Not silent, nowhere was silent for her, but quiet in the way that mattered. The dead here had settled. They weren't confused anymore, weren't clinging to the threshold between breath and whatever came after. The woman on the second table had been watching Eulalia work for the past hour, but she asked nothing, demanded nothing. She simply observed, as the dead sometimes did, waiting for answers that Eulalia could not give her.
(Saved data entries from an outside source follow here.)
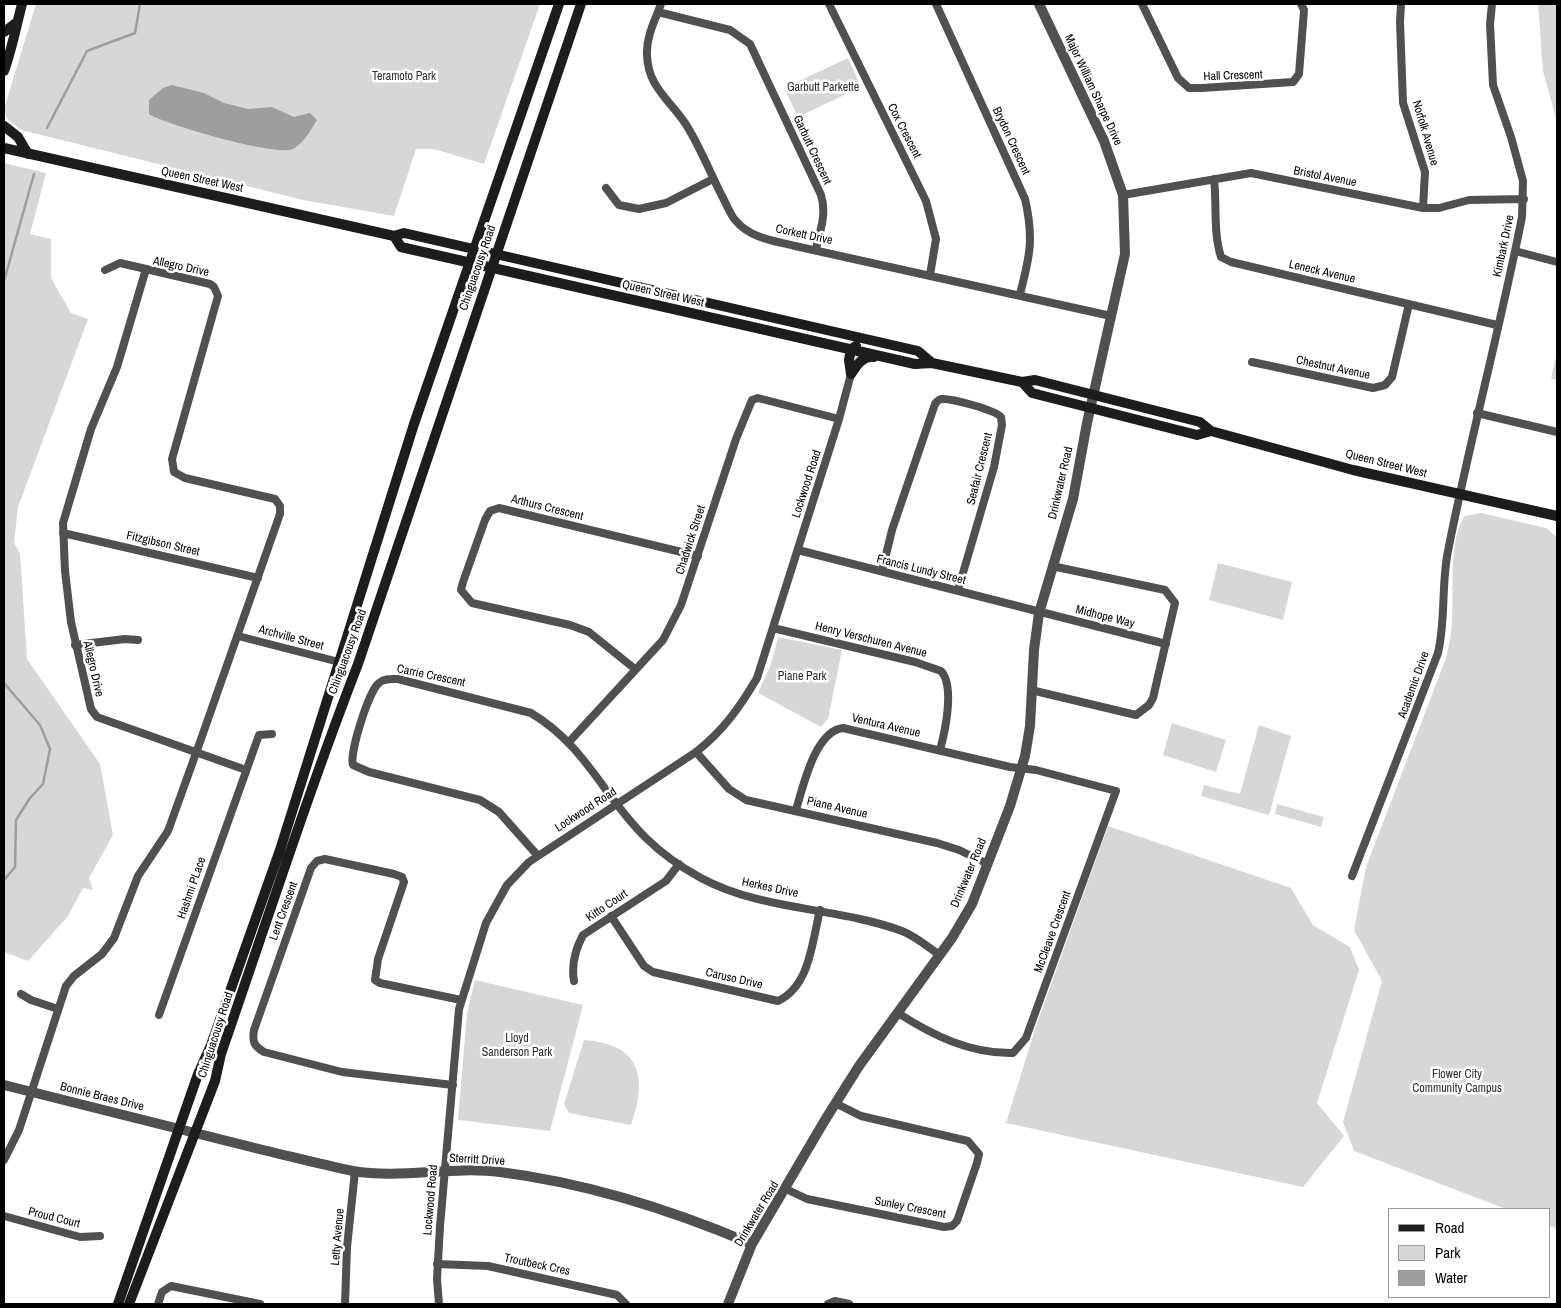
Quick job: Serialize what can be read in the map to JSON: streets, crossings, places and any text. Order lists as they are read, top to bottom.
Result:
{
  "streets": {
    "main road": ["Queen Street West", "Chinguacousy Road"],
    "street": [
      "Hall Crescent",
      "Major William Sharpe Drive",
      "Cox Crescent",
      "Norfolk Avenue",
      "Brydon Crescent",
      "Garbutt Crescent",
      "Bristol Avenue",
      "Corkett Drive",
      "Kimbark Drive",
      "Allegro Drive",
      "Leneck Avenue",
      "Chestnut Avenue",
      "Seafair Crescent",
      "Drinkwater Road",
      "Lockwood Road",
      "Arthurs Crescent",
      "Chadwick Street",
      "Fitzgibson Street",
      "Francis Lundy Street",
      "Midhope Way",
      "Archville Street",
      "Henry Verschuren Avenue",
      "Carrie Crescent",
      "Academic Drive",
      "Ventura Avenue",
      "Piane Avenue",
      "Hashmi PLace",
      "Herkes Drive",
      "Kitto Court",
      "Lent Crescent",
      "McCleave Crescent",
      "Caruso Drive",
      "Bonnie Braes Drive",
      "Sterritt Drive",
      "Sunley Crescent",
      "Proud Court",
      "Letty Avenue",
      "Troutbeck Cres"
    ]
  },
  "crossings": [
    ["Major William Sharpe Drive", "Bristol Avenue"],
    ["Major William Sharpe Drive", "Queen Street West"],
    ["Major William Sharpe Drive", "Corkett Drive"],
    ["Major William Sharpe Drive", "Drinkwater Road"],
    ["Cox Crescent", "Corkett Drive"],
    ["Norfolk Avenue", "Bristol Avenue"],
    ["Brydon Crescent", "Corkett Drive"],
    ["Garbutt Crescent", "Corkett Drive"],
    ["Bristol Avenue", "Kimbark Drive"],
    ["Bristol Avenue", "Leneck Avenue"],
    ["Queen Street West", "Kimbark Drive"],
    ["Queen Street West", "Chinguacousy Road"],
    ["Queen Street West", "Drinkwater Road"],
    ["Queen Street West", "Academic Drive"],
    ["Kimbark Drive", "Leneck Avenue"],
    ["Kimbark Drive", "Academic Drive"],
    ["Allegro Drive", "Fitzgibson Street"],
    ["Allegro Drive", "Archville Street"],
    ["Allegro Drive", "Bonnie Braes Drive"],
    ["Chinguacousy Road", "Archville Street"],
    ["Chinguacousy Road", "Bonnie Braes Drive"],
    ["Chinguacousy Road", "Sterritt Drive"],
    ["Leneck Avenue", "Chestnut Avenue"],
    ["Seafair Crescent", "Francis Lundy Street"],
    ["Drinkwater Road", "Francis Lundy Street"],
    ["Drinkwater Road", "Midhope Way"],
    ["Drinkwater Road", "Ventura Avenue"],
    ["Drinkwater Road", "Piane Avenue"],
    ["Drinkwater Road", "Herkes Drive"],
    ["Drinkwater Road", "McCleave Crescent"],
    ["Drinkwater Road", "Sterritt Drive"],
    ["Drinkwater Road", "Sunley Crescent"],
    ["Lockwood Road", "Chadwick Street"],
    ["Lockwood Road", "Francis Lundy Street"],
    ["Lockwood Road", "Henry Verschuren Avenue"],
    ["Lockwood Road", "Carrie Crescent"],
    ["Lockwood Road", "Piane Avenue"],
    ["Lockwood Road", "Herkes Drive"],
    ["Lockwood Road", "Lent Crescent"],
    ["Lockwood Road", "Sterritt Drive"],
    ["Lockwood Road", "Troutbeck Cres"],
    ["Arthurs Crescent", "Chadwick Street"],
    ["Chadwick Street", "Carrie Crescent"],
    ["Francis Lundy Street", "Midhope Way"],
    ["Henry Verschuren Avenue", "Ventura Avenue"],
    ["Carrie Crescent", "Herkes Drive"],
    ["Ventura Avenue", "Piane Avenue"],
    ["Ventura Avenue", "McCleave Crescent"],
    ["Herkes Drive", "Kitto Court"],
    ["Herkes Drive", "Caruso Drive"],
    ["Kitto Court", "Caruso Drive"],
    ["Bonnie Braes Drive", "Sterritt Drive"],
    ["Sterritt Drive", "Letty Avenue"]
  ],
  "parks": [
    "Teramoto Park",
    "Garbutt Parkette",
    "Piane Park",
    "Lloyd Sanderson Park",
    "Flower City Community Campus"
  ],
  "legend": ["Road", "Park", "Water"]
}
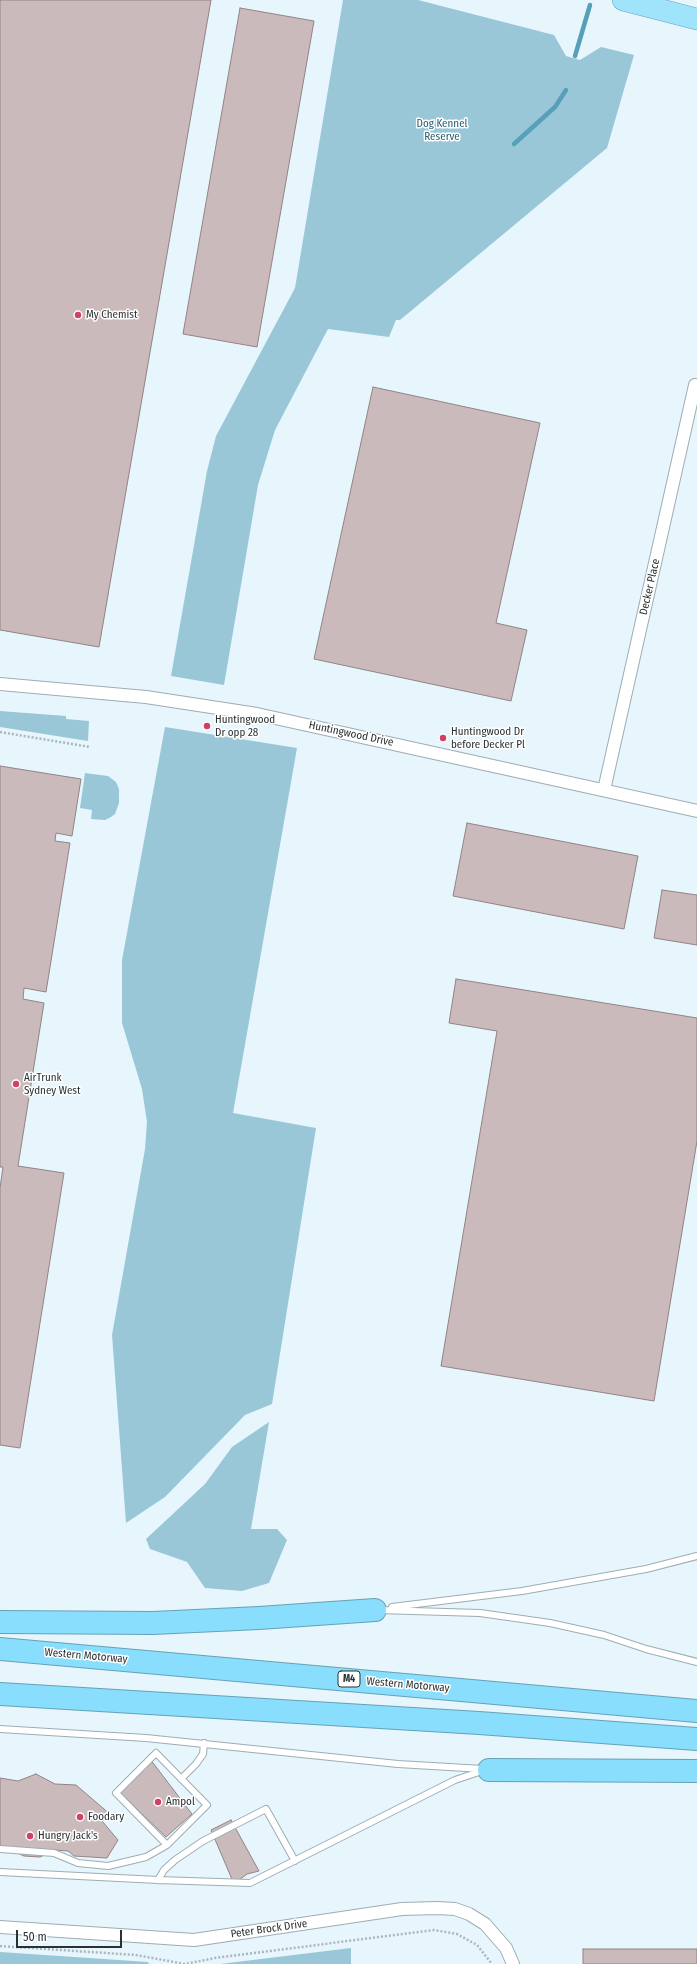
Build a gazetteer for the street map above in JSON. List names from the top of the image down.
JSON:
{
  "streets": {
    "highway": ["Western Motorway", "M4"],
    "street": ["Decker Place", "Huntingwood Drive", "Peter Brock Drive"]
  },
  "crossings": [
    ["Decker Place", "Huntingwood Drive"]
  ],
  "parks": ["Dog Kennel Reserve"],
  "places": [
    "My Chemist",
    "Huntingwood Dr opp 28",
    "Huntingwood Dr before Decker Pl",
    "AirTrunk Sydney West",
    "Ampol",
    "Foodary",
    "Hungry Jack's"
  ],
  "scale_bar": "50 m"
}
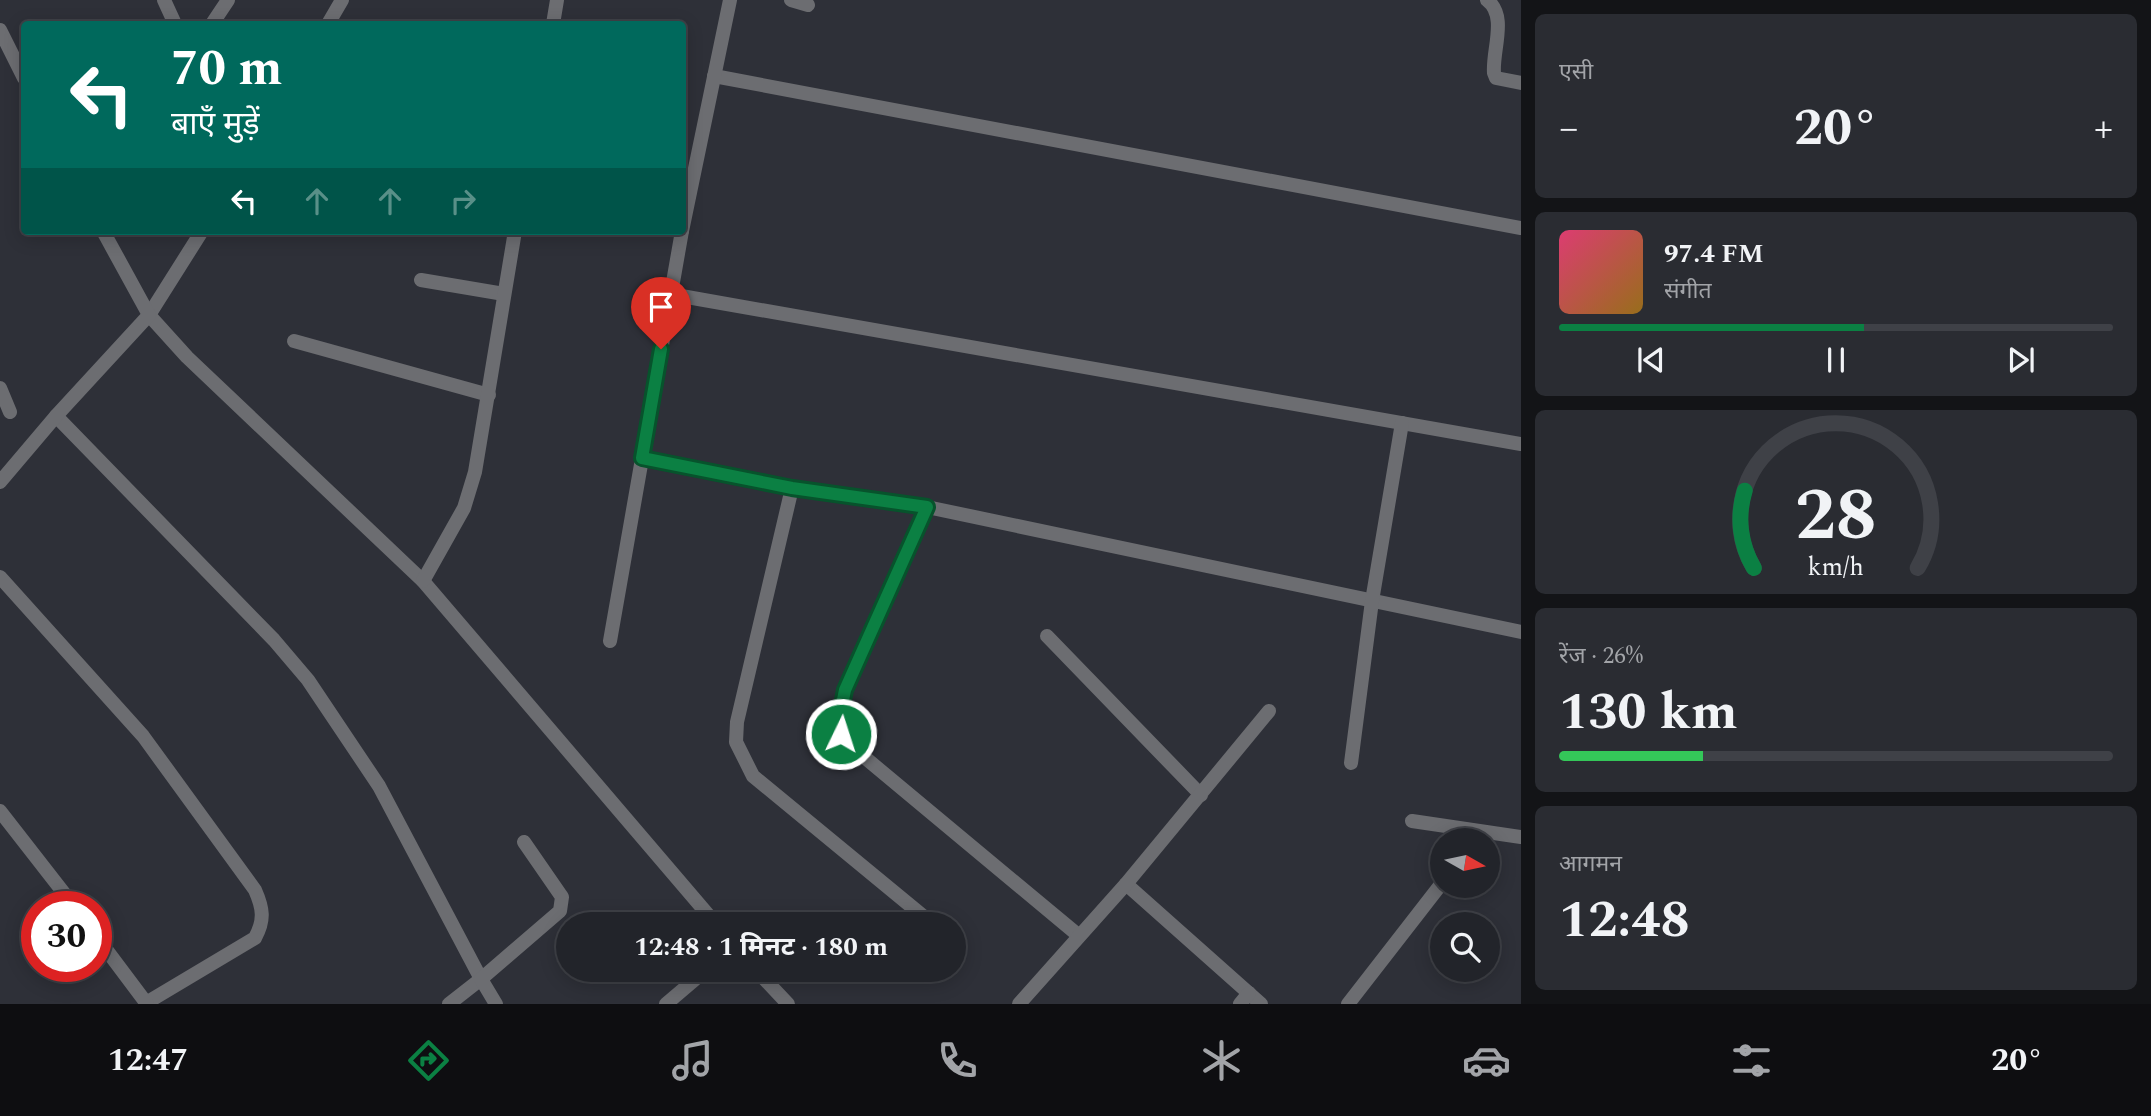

The heart sat in a steel dish beneath the examination lamp.

Sister Eulalia had extracted it herself, following the procedure Dr. Crane had demonstrated three weeks prior. The Y-incision had been precise. The ribs had separated with the crack she'd learned to anticipate but never quite grew accustomed to—that sound of structure yielding, of the body's architecture opening like a reliquary to reveal what it had hidden. The lungs had been unremarkable. The liver showed the expected damage from years of determined drinking. But the heart.

The heart was why she'd stayed.

Her gloves lay beside her sketchbook, fingers bare for the first time in hours. She could not draw with the leather between her skin and the pencil; the lines came out wrong, imprecise, and precision was the entire point. The heart would not transmit anything. It was muscle and valve and vessel, emptied of blood and memory alike. Whatever the man had felt, whatever loves or griefs had made it race or stutter, had departed with the rest of him. The organ that remained was simply meat. Beautiful meat, but meat nonetheless.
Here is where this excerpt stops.